* Task objective
Work through the entries below and show every line in which "service" is found.

Top of Data listing

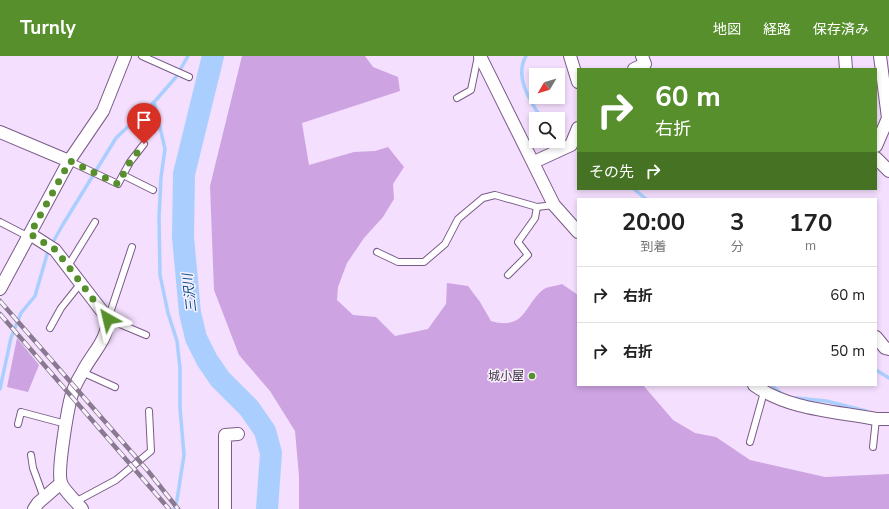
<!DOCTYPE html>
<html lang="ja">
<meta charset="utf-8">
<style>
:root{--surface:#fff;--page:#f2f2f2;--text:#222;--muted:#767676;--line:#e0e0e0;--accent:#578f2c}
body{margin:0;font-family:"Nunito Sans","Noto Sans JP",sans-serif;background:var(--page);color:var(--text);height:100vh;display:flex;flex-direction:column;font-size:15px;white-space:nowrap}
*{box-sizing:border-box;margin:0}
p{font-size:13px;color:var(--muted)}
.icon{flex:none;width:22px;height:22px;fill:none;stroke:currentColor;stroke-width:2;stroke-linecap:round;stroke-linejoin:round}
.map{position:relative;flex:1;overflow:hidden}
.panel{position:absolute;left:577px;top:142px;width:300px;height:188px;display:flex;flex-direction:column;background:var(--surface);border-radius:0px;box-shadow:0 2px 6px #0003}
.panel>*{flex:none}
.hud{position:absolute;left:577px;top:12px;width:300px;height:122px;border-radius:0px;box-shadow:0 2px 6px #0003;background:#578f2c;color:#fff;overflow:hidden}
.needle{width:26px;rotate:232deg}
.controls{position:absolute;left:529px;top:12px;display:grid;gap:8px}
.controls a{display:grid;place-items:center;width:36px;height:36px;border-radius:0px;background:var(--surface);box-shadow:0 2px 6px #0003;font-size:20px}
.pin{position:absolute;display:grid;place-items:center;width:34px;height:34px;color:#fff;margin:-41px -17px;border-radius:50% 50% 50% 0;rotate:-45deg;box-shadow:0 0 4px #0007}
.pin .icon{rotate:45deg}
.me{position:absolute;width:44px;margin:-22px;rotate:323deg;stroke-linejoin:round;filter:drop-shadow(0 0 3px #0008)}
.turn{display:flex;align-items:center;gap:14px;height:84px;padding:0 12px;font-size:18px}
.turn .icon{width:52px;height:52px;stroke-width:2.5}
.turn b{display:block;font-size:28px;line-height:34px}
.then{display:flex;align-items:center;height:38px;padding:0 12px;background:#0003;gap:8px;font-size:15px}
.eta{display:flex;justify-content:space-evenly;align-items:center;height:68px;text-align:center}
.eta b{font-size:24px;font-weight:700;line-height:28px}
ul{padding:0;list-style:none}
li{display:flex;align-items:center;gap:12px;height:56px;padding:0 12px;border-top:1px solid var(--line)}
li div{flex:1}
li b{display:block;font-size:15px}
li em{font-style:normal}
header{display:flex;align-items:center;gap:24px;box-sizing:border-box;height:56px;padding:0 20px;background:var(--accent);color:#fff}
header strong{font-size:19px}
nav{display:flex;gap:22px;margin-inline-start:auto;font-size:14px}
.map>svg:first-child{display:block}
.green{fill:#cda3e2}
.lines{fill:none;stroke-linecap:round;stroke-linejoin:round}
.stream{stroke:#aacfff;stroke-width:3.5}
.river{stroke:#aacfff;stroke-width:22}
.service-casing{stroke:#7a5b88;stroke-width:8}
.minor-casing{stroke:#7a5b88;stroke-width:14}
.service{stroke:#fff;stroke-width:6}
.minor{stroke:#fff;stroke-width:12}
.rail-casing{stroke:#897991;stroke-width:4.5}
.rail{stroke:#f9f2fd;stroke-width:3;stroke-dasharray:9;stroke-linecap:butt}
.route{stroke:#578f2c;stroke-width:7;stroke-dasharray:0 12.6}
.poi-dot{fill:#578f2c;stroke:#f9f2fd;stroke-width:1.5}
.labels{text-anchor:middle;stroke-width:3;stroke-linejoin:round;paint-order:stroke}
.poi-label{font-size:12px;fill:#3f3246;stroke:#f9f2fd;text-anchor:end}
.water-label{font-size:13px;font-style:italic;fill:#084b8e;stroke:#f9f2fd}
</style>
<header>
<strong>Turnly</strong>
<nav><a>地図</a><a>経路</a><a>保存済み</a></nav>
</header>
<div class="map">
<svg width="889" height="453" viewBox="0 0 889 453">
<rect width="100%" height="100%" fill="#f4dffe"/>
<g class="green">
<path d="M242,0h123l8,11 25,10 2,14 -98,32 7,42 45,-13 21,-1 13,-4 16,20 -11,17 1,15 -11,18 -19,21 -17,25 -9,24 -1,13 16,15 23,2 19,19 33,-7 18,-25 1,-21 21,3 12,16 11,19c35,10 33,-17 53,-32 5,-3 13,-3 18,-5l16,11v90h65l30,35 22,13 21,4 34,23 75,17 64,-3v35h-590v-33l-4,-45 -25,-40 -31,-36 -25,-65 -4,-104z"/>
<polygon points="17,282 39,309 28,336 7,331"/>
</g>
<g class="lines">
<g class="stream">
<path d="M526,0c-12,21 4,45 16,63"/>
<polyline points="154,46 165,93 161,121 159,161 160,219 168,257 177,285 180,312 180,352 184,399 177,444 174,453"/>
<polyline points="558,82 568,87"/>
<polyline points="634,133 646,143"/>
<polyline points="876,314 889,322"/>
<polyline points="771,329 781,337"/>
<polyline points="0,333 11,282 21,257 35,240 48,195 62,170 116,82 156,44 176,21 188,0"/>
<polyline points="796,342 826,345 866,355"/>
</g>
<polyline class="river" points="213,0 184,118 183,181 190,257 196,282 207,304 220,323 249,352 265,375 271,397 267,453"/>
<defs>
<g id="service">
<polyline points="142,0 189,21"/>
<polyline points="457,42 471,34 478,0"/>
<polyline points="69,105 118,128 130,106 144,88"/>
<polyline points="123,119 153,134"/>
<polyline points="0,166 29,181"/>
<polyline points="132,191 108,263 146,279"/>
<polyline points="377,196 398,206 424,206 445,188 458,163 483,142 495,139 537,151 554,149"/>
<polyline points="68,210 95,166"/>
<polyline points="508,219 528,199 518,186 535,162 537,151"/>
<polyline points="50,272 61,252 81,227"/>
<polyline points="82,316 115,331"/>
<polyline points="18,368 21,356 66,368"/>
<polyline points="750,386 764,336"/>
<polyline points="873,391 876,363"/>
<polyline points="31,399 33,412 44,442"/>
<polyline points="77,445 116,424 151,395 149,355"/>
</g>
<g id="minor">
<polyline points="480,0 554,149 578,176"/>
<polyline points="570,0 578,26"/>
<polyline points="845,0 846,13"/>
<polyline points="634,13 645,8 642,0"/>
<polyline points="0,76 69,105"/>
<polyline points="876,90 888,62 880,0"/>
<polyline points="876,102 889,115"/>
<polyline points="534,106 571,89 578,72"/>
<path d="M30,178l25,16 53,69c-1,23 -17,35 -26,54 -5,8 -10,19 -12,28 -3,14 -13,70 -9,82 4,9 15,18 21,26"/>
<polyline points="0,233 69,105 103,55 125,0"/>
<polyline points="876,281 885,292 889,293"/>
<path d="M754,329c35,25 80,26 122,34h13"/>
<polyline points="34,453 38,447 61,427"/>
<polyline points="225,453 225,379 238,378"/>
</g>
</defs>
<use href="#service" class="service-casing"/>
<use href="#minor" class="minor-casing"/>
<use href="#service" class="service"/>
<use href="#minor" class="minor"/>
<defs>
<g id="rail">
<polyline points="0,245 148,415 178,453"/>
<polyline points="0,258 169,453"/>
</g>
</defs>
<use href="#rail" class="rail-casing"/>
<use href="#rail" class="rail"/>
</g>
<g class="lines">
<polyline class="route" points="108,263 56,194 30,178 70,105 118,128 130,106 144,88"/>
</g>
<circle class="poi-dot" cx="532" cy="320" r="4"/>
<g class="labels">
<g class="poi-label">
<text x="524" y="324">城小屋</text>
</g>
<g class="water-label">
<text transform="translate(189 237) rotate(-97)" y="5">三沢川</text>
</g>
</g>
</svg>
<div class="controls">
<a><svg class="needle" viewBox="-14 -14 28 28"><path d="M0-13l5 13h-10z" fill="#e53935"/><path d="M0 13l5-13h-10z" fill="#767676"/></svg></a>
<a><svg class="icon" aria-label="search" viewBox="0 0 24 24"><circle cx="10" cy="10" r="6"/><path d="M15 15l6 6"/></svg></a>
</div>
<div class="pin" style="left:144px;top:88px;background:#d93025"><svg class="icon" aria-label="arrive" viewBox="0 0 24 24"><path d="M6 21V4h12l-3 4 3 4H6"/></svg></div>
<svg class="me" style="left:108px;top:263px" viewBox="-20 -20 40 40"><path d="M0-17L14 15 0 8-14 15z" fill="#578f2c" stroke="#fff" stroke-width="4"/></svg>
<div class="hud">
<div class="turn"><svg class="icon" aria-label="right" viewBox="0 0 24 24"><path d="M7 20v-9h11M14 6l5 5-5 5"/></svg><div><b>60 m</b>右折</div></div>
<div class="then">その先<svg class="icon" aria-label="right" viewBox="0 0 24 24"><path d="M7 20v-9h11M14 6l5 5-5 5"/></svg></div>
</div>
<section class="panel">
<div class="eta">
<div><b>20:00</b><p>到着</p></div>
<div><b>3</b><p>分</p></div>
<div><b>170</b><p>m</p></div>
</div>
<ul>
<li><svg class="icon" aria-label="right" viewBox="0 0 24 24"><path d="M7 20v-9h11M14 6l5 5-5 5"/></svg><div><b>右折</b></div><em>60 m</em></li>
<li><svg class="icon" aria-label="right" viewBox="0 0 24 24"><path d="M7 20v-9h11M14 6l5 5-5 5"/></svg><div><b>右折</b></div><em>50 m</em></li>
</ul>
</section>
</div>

Bottom of Data listing

* Output of the task
.service-casing{stroke:#7a5b88;stroke-width:8}
.service{stroke:#fff;stroke-width:6}
<g id="service">
<use href="#service" class="service-casing"/>
<use href="#service" class="service"/>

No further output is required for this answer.